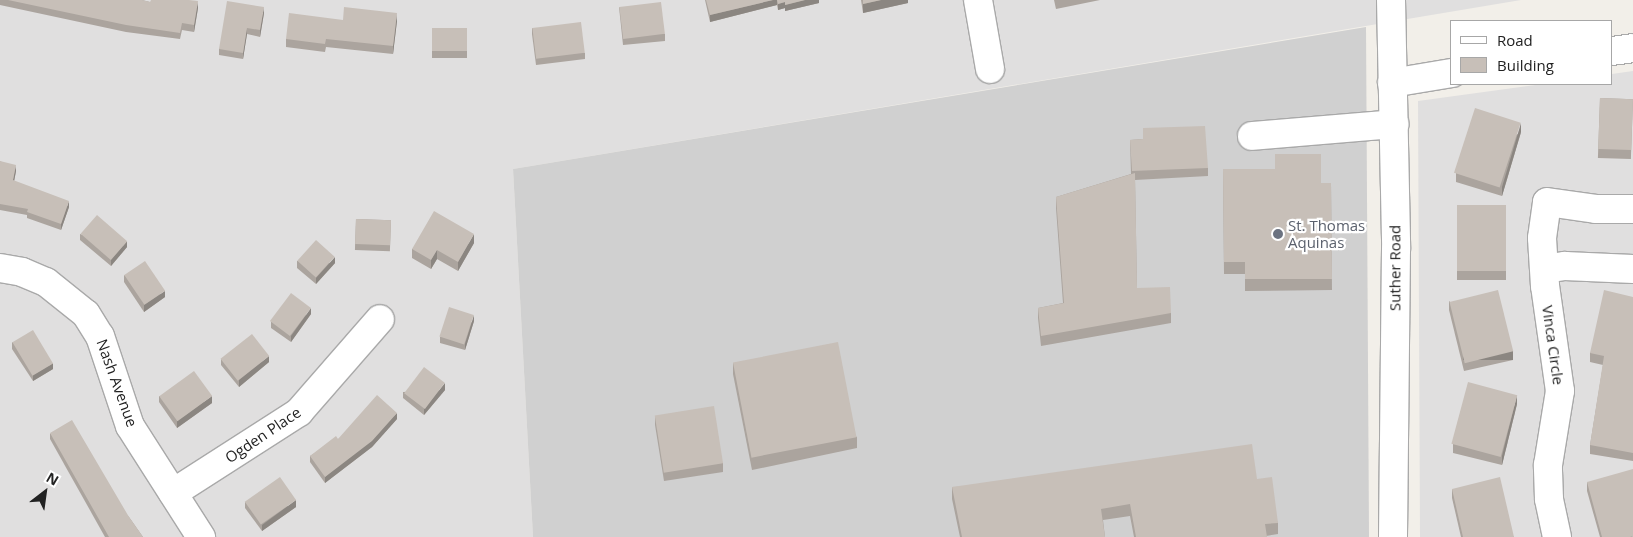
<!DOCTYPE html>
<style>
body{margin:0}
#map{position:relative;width:1633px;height:537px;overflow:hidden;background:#f2efe9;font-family:"Open Sans",sans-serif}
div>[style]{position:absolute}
.residential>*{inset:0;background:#e0dfdf}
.religious>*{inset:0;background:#d0d0d0}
.roads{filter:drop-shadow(1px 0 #a9a9a9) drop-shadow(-1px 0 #a9a9a9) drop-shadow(0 1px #a9a9a9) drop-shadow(0 -1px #a9a9a9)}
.minor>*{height:28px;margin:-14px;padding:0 14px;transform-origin:14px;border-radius:14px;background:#fff}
.wall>*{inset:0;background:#aba49e;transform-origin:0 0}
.shaded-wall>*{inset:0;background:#8b8681;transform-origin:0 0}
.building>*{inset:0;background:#c7bfb8;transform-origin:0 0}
.dots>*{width:14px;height:14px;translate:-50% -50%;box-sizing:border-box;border:2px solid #fff;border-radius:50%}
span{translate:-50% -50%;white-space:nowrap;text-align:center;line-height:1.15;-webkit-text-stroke:4.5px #fff;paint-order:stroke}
.worship-label{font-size:15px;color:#5b616d}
.left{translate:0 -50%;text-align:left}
.street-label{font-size:15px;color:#222}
.legend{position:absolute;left:1450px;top:20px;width:162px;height:65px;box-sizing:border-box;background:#fff;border:1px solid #a7a7a7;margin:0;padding:6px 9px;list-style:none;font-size:15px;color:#222}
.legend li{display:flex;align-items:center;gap:10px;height:25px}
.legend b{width:25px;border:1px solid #a7a7a7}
.north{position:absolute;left:20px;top:467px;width:50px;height:50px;-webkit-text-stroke:4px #fff;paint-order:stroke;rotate:30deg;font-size:14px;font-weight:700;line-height:20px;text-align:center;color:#222}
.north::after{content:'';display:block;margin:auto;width:18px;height:22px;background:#222;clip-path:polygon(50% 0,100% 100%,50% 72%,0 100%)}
</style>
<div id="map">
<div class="residential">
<div style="clip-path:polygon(0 0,1521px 0,513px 169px,533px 537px,0 537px)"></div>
<div style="clip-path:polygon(1633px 71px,1633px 537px,1420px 537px,1418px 101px,1543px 84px,1612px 84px,1612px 74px)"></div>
</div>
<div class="religious">
<div style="clip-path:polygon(1366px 27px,1369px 537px,533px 537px,513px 169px)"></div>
</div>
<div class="roads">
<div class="minor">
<div style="left:978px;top:0;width:70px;rotate:80.1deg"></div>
<div style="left:1391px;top:0;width:249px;rotate:88.8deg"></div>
<div style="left:1396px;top:249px;width:288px;rotate:90.6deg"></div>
<div style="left:1612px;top:51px;width:21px;rotate:-8deg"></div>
<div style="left:1392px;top:83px;width:61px;rotate:-9.5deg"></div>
<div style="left:1252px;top:136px;width:143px;rotate:-4.8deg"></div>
<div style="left:0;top:268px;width:22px;rotate:10deg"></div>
<div style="left:22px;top:272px;width:26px;rotate:23deg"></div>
<div style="left:46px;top:282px;width:51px;rotate:38.7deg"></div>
<div style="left:86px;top:314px;width:26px;rotate:58deg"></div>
<div style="left:100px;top:336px;width:95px;rotate:71.6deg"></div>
<div style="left:130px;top:426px;width:132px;rotate:57.4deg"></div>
<div style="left:1545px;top:269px;width:20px;rotate:-9deg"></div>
<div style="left:1565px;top:266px;width:68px;rotate:2.5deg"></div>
<div style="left:173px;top:493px;width:150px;rotate:-32.7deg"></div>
<div style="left:299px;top:412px;width:123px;rotate:-48.9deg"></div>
<div style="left:1557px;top:537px;width:39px;rotate:-102deg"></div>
<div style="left:1549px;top:499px;width:34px;rotate:-92deg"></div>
<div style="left:1548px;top:465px;width:75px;rotate:-80.8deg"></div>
<div style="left:1560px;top:391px;width:106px;rotate:-98.1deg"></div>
<div style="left:1545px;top:286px;width:48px;rotate:-93.6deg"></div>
<div style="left:1542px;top:238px;width:36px;rotate:-82deg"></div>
<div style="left:1547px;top:202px;width:49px;rotate:8.1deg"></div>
<div style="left:1596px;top:209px;width:37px"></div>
</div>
</div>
<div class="wall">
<div style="clip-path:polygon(0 0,142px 0,150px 2px,198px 8px,194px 32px,182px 30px,180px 39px,126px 32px,0 5px)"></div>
<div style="clip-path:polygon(705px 0,819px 0,819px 3px,785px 11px,785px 8px,778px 10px,777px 5px,710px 22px)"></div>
<div style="clip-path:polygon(861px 0,908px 0,908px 3px,863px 13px)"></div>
<div style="clip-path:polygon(1054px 0,1100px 0,1056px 9px)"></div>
<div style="clip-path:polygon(619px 7px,665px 34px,665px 41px,623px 45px)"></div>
<div style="clip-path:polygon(264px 13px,260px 37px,247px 34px,243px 59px,219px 55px,219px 49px)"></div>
<div style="clip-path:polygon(343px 20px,397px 21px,393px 54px,326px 47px,325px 52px,286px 47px,286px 39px)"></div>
<div style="left:432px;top:28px;width:35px;height:30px"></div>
<div style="clip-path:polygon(532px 28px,585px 53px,585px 59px,536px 65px,532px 34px)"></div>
<div style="left:1600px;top:98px;width:33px;height:60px;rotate:2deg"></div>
<div style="clip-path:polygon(1143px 128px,1208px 168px,1208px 176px,1135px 180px,1137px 288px,1171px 313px,1171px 323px,1041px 346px,1038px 318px,1038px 308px,1063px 303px,1056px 208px,1056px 197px,1131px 174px,1130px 140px,1143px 139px)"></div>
<div style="clip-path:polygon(1521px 132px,1502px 196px,1456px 182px,1456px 173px)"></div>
<div style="clip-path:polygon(0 161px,16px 171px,14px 181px,69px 207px,61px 230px,27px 218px,27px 215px,0 210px)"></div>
<div style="clip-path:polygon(1223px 169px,1321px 183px,1331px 183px,1332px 290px,1245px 291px,1245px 274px,1224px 274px)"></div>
<div style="left:1457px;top:205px;width:49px;height:75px"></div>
<div style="left:356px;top:219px;width:35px;height:31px;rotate:2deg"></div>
<div style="clip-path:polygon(80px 234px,127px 247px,111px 266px,80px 240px)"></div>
<div style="clip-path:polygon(474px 243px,458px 271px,437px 259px,431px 269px,412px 258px,412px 249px)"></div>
<div style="clip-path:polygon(297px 261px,335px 263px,316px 284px,297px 268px)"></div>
<div style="clip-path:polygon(124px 275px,165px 297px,144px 312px,124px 282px)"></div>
<div style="clip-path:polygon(1633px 297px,1633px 461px,1590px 454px,1590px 445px,1603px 365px,1590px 362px,1590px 353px)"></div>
<div style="clip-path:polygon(1449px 301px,1513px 360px,1464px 371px,1449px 310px)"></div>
<div style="clip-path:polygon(311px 314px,291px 342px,271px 328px,271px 322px)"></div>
<div style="clip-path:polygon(474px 321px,465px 350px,440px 343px,440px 337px)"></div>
<div style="clip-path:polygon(12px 342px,53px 369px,33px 381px,12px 349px)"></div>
<div style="clip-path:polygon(221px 359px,269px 362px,239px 387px,221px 365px)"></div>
<div style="clip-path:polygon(733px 363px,857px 437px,857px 448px,752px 470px,733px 374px)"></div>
<div style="clip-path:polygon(445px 390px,424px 415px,403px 398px,403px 392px)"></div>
<div style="clip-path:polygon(159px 396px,212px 403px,177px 428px,159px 402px)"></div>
<div style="clip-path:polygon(1517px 404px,1502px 465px,1453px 453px,1453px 444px)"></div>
<div style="clip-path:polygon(655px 416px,723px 463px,723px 472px,664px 481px,655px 425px)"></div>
<div style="clip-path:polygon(397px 419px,372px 447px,325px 483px,310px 462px,310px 456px,338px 439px)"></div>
<div style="clip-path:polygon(50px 433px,129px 517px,143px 537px,105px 537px,50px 439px)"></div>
<div style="clip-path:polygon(1257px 479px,1278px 523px,1278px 534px,1266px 536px,1267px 537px,1134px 537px,1130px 516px,1103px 520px,1105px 537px,960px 537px,952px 499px,952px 487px)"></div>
<div style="clip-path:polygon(1587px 482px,1633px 537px,1600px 537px,1587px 491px)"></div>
<div style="clip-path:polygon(1452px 489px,1514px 537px,1461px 537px,1452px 498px)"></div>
<div style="clip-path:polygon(245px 502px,296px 507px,262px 531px,245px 508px)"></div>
</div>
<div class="shaded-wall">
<div style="clip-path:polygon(773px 0,777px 0,777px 5px,710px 22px,710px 15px)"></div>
<div style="clip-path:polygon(805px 0,819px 0,819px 3px,785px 11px,785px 5px)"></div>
<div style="clip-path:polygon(881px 0,908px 0,908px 3px,863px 13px,863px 4px)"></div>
<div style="clip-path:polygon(198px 1px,198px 8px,194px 32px,194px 25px)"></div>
<div style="clip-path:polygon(785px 2px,785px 8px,778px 10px,778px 4px)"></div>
<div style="clip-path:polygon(264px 7px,264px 13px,260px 37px,260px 30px)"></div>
<div style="clip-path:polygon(397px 13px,397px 21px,393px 54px,393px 46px)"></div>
<div style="clip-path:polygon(247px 28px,247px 34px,243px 59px,243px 53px)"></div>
<div style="clip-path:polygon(1521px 123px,1521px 132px,1502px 196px,1502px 187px)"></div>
<div style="clip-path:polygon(16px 165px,16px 171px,13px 187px,13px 180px)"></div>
<div style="clip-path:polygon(69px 201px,69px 207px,61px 230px,61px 224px)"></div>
<div style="clip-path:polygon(474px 234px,474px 243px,458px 271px,458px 262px)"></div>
<div style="clip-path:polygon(127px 241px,127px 247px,111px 266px,111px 260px)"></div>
<div style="clip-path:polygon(437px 250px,437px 259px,431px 269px,431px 260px)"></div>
<div style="clip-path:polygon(335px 257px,335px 263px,316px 284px,316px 278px)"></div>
<div style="clip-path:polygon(165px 291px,165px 297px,144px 312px,144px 305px)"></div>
<div style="clip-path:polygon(311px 308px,311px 314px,291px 342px,291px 336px)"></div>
<div style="clip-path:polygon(474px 315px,474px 321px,465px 350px,465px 344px)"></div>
<div style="left:1513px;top:351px;width:9px;height:50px;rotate:90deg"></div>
<div style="clip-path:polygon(269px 356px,269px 362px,239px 387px,239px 380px)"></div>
<div style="clip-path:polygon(53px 363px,53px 369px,33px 381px,33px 375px)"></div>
<div style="clip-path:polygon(445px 383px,445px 390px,424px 415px,424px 409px)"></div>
<div style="clip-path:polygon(1517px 395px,1517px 404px,1502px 465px,1502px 456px)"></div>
<div style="clip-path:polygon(212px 396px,212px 403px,177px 428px,177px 421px)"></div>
<div style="clip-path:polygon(397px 413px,397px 419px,372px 447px,325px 483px,325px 477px)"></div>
<div style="clip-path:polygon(296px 500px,296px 507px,262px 531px,262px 525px)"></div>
</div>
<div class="building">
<div style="clip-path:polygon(8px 0,142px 0,150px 2px,151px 0,189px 0,198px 1px,194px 25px,182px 23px,180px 33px,126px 25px)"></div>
<div style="clip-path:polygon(706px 0,773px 0,710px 15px)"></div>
<div style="clip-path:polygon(777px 0,805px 0,785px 5px,785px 2px,778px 4px)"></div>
<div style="clip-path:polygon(863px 0,881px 0,863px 4px)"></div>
<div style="clip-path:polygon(227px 1px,264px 7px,260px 30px,247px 28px,243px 53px,219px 49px)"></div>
<div style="left:661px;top:2px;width:32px;height:42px;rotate:83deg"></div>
<div style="clip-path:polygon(344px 7px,397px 13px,393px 46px,326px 39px,325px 44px,286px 39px,289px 13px,343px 20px)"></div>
<div style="left:581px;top:22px;width:31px;height:49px;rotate:83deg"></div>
<div style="left:432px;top:28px;width:35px;height:23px"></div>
<div style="left:1600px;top:98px;width:33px;height:51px;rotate:2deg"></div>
<div style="left:1475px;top:108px;width:48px;height:68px;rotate:18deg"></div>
<div style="clip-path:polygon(1205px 126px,1208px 168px,1132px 171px,1130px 140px,1143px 139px,1143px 128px)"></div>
<div style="clip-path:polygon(1275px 154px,1321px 154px,1321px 183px,1331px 183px,1332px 279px,1245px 279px,1245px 262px,1224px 262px,1223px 169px,1275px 169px)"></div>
<div style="clip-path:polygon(0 161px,16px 165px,13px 180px,69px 201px,61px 224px,27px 212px,28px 209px,0 204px)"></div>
<div style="clip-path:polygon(1135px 173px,1137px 288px,1170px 287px,1171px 313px,1041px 336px,1038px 308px,1064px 303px,1056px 197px)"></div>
<div style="left:1457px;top:205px;width:49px;height:66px"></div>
<div style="clip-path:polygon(434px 211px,474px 234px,458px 262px,437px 250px,431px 260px,412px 249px)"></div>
<div style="left:97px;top:215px;width:40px;height:25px;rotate:41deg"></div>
<div style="left:356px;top:219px;width:35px;height:25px;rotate:2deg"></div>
<div style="left:316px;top:240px;width:25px;height:28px;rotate:42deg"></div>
<div style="left:145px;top:261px;width:36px;height:25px;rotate:56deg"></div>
<div style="left:1498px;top:290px;width:63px;height:50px;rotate:76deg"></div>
<div style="clip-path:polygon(1604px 290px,1633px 297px,1633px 453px,1590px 445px,1604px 356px,1590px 353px)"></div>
<div style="left:291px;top:293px;width:25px;height:35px;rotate:37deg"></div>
<div style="left:449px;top:307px;width:26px;height:31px;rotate:18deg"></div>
<div style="left:33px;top:330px;width:39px;height:24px;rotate:59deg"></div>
<div style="left:252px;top:334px;width:28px;height:40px;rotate:52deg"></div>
<div style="left:838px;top:342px;width:97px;height:107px;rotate:79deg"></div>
<div style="left:424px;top:367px;width:26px;height:33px;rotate:37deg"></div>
<div style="left:194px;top:371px;width:31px;height:43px;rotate:54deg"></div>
<div style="left:1468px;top:382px;width:51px;height:64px;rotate:15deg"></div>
<div style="clip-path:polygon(377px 395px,397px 413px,372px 441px,325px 477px,310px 456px,336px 436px,338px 439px)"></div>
<div style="left:714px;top:406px;width:58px;height:60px;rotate:81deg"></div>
<div style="clip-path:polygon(72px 420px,129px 517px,143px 537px,109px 537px,50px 433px)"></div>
<div style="clip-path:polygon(1252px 444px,1257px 479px,1272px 477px,1278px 523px,1265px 524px,1267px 537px,1136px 537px,1130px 504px,1101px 509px,1105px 537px,962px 537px,952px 487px)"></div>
<div style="clip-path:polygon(1633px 469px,1633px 536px,1630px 537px,1602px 537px,1587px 482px)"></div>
<div style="left:280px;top:477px;width:28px;height:43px;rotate:55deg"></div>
<div style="clip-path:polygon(1500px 477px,1514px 537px,1463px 537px,1452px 489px)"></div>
</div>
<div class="dots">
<div style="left:1278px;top:234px;background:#6b7280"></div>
</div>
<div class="worship-label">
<span class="left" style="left:1288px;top:234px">St. Thomas<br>Aquinas</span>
</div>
<div class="street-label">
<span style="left:1395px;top:268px;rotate:-90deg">Suther Road</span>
<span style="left:1553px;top:345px;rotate:82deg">Vinca Circle</span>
<span style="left:117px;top:383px;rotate:70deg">Nash Avenue</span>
<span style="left:263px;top:435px;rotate:-34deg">Ogden Place</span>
</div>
<ul class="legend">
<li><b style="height:6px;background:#fff"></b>Road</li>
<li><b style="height:14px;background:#c7bfb8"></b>Building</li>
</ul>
<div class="north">N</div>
</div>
◇ ◇ ◇ ◇
TASK GOAL —
Identify each line in the records above that contains the word "shaded", and copy it out in full.

PROBLEM SOLUTION —
.shaded-wall>*{inset:0;background:#8b8681;transform-origin:0 0}
<div class="shaded-wall">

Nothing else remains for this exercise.